Évangile : « Vous laissez de côté le commandement de Dieu, pour vous attacher à la tradition des hommes »
En ce temps-là, les pharisiens et quelques scribes, venus de Jérusalem, se réunissent auprès de Jésus, et voient quelques-uns de ses disciples prendre leur repas avec des mains impures, c’est-à-dire non lavées. — Les pharisiens en effet, comme tous les Juifs, se lavent toujours soigneusement les mains avant de manger, par attachement à la tradition des anciens ; et au retour du marché, ils ne mangent pas avant de s’être aspergés d’eau, et ils sont attachés encore par tradition à beaucoup d’autres pratiques : lavage de coupes, de carafes et de plats.
Alors les pharisiens et les scribes demandèrent à Jésus : « Pourquoi tes disciples ne suivent-ils pas la tradition des anciens ? Ils prennent leurs repas avec des mains impures. » Jésus leur répondit : « Isaïe a bien prophétisé à votre sujet, hypocrites, ainsi qu’il est écrit : Ce peuple m’honore des lèvres, mais son cœur est loin de moi. C’est en vain qu’ils me rendent un culte ; les doctrines qu’ils enseignent ne sont que des préceptes humains. Vous aussi, vous laissez de côté le commandement de Dieu, pour vous attacher à la tradition des hommes. »
Appelant de nouveau la foule, il lui disait : « Écoutez-moi tous, et comprenez bien. Rien de ce qui est extérieur à l’homme et qui entre en lui ne peut le rendre impur. Mais ce qui sort de l’homme, voilà ce qui rend l’homme impur. »

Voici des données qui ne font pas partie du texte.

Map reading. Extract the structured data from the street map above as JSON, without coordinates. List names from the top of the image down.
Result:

Il disait encore à ses disciples, à l’écart de la foule : « C’est du dedans, du cœur de l’homme, que sortent les pensées perverses : inconduites, vols, meurtres, adultères, cupidités, méchancetés, fraude, débauche, envie, diffamation, orgueil et démesure. Tout ce mal vient du dedans, et rend l’homme impur. »
Homélie :
Le péché que Jésus dénonce le plus dans l’Évangile, c’est l’hypocrisie, Marc emploi le mot hypocrite une fois et Mathieu 12 fois. Jésus cite le passage bien connu d’Isaïe (29,13): »Ce peuple m’honore des lèvres, mais son cœur est loin de moi. Il est inutile, le culte qu’ils me rendent ; les doctrines qu’ils enseignent ne sont que des préceptes humains. »

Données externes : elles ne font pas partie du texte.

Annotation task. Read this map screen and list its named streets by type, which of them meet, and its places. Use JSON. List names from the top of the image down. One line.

Nous sommes en pleine actualité : Dom Grammont disait » qu’il y avait toujours un pharisien tapis au fond de nous et qu’il était toujours prêt à se manifester. »

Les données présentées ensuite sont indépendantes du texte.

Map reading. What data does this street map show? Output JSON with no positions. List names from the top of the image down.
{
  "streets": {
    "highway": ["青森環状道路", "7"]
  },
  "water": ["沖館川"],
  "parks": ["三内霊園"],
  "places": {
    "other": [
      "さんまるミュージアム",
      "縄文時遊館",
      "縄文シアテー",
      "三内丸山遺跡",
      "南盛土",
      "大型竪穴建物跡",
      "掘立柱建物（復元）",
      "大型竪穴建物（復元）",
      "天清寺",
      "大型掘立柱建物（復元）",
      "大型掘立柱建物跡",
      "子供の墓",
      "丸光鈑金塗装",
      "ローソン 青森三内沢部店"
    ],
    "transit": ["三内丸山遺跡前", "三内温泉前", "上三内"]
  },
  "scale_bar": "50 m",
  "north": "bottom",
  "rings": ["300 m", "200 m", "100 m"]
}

Reconnaissons-le pour être dans nos paroles et nos actes, il faut être très vigilant. Sainte Thérèse de l’enfant Jésus écrivait : » j’ai toujours cherché la vérité » où » j’ai horreur de la feintise » – c’est une expression normande -. « Je suis le chemin, la vérité et la vie » dit Jésus. Pour lui l’enjeu est essentiel, il se révolte contre l’arrogance avec laquelle les pharisiens et les scribes traitent les pauvres, les paysans, en dénonçant publiquement leur ignorance des traditions des pères et des commentaires rabbiniques.
Ce n’est que peu à peu que le peuple s’est laissé imposer par les pharisiens ce filet serré de subtilités religieuses qui les ont conduits à la superstition et au fanatisme.
Or Jésus et ses disciples ont vécu en profanes, il est certain qu’il n’a pas défendu aux siens d’accomplir les ablutions mais il ne s’est pas prononcé sur ces choses. » Plus nous nous lavons, et plus nous devenons impurs » disait un ancien. Dans les versets 6 à 8 de notre évangile d’aujourd’hui, Jésus pénètre au cœur même de la question. Celui qui place les commandements humains au-dessus des commandements de Dieu, celui-là détourne l’homme de sa position véritable devant Dieu. Celui qui fait de la religion une technique est un hypocrite, il fait le mal. Et ce mal de l’hypocrisie se vit toujours dans l’église, on peut même le qualifier de criminel.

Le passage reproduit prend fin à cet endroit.